The plague that Javed Akhtar is alarmed of could appear as a plague to a lot of people. It does not matter whether or not they are artists. If they wish to purvey their ideas, they can do so any which way they want. But what appears just and proper in his opinion will continue to be unjust in the other’s opinion as long as he continues to pride himself on creating the other. Artifice is practised by other myth making institutions like religion and the state to make the populace homogeneous, to keep societies intact. The people, who tend to poke at the boundaries of this homogeneous circle, happen to create anew. As a society gradually understands gender, oppression of particular genders, etc., we get back in time to the point where the new unspeakable is created. Once the propagandist shell of a word is broken, when it ceases to oppress a particular gender (by equal usage by all genders), I believe it is art to explore other facets of those words. Freedom is the key here. When everything is available, one will only choose what is best in the cornucopia. What is collectively known by everybody to be wrong will get inundated in the deluge of what is known by the homogeneous moiety as right. We gave little thought to people accused of terrorism, because we, as a whole, had terrorism before and collectively rejected it. As time moved forth, we ourselves have seen again that they can be as much a helpless victim as we are. Hence, ‘Human Rights Watch’. Our values changed over time to make us understand the context that could have made the person participate in terrorism. Bhagat Singh was a terrorist to a lot of people for a long time! We are fighting the binary divisions here that we are quick to settle for the sake of simplicity and ease.

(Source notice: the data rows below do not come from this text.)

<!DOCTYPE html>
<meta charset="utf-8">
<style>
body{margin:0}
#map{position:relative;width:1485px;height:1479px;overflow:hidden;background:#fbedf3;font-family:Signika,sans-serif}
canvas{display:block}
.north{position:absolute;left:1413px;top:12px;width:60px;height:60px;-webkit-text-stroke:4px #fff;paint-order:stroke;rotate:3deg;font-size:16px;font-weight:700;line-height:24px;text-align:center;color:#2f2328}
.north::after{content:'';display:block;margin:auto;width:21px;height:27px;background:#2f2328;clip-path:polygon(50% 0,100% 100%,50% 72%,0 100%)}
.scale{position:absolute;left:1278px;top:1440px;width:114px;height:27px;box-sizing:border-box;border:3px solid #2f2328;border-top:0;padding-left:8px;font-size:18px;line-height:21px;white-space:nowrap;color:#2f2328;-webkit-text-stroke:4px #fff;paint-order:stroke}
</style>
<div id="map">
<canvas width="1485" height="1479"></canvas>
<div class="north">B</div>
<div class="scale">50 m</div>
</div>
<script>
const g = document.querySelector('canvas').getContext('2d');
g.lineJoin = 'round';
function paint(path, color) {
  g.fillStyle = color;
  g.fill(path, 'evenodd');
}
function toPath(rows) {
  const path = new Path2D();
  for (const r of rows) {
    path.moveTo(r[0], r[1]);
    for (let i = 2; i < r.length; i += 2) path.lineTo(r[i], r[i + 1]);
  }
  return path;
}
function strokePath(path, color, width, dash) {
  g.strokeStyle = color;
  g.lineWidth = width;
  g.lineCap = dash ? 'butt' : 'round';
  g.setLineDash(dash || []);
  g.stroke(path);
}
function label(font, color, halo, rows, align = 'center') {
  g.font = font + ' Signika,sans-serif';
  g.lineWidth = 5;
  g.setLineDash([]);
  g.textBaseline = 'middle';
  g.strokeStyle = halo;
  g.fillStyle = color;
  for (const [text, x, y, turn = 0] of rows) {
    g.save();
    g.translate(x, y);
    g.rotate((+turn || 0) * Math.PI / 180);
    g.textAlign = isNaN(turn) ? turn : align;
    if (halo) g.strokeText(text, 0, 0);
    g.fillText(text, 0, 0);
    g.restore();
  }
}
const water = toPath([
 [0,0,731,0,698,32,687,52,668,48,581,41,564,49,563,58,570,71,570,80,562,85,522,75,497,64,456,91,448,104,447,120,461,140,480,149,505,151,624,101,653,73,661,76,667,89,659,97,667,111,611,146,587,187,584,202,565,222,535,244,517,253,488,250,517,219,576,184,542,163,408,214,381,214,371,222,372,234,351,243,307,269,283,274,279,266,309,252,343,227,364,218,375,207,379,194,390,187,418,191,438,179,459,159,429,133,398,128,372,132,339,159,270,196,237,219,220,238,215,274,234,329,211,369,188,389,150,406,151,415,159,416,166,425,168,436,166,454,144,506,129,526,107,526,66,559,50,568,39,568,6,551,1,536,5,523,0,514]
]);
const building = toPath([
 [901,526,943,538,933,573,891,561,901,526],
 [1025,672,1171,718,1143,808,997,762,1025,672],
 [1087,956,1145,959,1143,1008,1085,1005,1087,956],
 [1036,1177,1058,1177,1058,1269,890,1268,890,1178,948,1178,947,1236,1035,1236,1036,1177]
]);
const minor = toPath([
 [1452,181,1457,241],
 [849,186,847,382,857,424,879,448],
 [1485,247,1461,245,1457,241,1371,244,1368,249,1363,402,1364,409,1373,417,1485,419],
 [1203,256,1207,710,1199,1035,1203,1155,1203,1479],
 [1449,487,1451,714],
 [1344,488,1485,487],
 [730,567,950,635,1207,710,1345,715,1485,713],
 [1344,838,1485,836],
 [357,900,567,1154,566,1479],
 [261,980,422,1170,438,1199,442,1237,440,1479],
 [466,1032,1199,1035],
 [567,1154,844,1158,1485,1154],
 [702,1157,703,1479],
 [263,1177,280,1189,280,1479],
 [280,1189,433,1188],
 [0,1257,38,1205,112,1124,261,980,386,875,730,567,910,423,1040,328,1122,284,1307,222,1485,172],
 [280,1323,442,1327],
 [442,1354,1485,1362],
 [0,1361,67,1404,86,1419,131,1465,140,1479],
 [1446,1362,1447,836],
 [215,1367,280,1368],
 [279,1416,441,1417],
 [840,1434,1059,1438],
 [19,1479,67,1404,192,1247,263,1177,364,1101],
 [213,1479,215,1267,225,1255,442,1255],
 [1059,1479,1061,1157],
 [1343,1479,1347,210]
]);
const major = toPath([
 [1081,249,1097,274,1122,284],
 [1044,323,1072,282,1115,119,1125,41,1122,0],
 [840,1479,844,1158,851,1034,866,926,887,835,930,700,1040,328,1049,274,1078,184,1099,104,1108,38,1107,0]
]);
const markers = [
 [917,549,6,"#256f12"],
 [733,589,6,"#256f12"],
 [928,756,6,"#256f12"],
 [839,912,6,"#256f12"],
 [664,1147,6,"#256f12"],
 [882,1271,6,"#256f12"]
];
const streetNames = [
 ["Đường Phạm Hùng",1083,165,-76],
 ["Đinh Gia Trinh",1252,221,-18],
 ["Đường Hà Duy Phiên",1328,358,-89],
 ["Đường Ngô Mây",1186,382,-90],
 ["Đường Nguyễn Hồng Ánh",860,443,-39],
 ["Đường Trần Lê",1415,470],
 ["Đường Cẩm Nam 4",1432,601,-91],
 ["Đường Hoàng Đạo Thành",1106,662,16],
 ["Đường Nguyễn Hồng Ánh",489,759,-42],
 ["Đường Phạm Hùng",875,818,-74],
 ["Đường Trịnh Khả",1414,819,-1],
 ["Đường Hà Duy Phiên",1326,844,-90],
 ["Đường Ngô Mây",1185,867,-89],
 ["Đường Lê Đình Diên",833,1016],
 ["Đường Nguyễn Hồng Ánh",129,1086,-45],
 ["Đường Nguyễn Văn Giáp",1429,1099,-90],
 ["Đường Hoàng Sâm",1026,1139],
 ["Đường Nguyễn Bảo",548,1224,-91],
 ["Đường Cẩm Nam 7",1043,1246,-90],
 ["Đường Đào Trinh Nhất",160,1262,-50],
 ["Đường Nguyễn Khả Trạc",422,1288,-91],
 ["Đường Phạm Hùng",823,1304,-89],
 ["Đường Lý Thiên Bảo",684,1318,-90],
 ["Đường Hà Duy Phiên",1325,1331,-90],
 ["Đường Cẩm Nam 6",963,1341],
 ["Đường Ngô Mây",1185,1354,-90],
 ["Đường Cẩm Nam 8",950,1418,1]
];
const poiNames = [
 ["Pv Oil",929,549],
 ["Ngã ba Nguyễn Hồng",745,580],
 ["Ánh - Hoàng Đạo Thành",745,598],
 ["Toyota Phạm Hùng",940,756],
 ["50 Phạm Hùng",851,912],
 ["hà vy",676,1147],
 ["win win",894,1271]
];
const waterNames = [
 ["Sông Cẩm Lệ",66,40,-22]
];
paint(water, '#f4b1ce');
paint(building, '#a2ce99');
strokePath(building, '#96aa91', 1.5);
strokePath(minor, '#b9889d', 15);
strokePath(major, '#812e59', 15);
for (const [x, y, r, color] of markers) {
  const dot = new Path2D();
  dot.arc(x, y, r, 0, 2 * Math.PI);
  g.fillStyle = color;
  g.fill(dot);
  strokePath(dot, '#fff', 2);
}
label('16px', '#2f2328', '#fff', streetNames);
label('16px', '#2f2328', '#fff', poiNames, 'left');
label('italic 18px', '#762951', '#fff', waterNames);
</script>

To call for a music that does not reflect its audience is irrational. The artist is part of a society and does not have the singular identity of an artist. “Swear-words with misogynistic tones are not the problem; they are the symptoms of a much bigger problem. Just like Sheela ki Jawani is just one gaseous compound of an ecosystem which runs way beyond just the film industry,” Varun offers as a rejoinder when I talk to him about the aforementioned ‘propagandist shell’. The license to hold someone else’s freedom is about power and authority. Censorship will ensure that nobody fights for their right to power, nobody is allowed the right to promote their agendas to the public until a supreme body authorises it: hegemony is what we are talking about.
And, for the sake of myself and my fellow beings, I hope we, the audience, own a fair share of this power.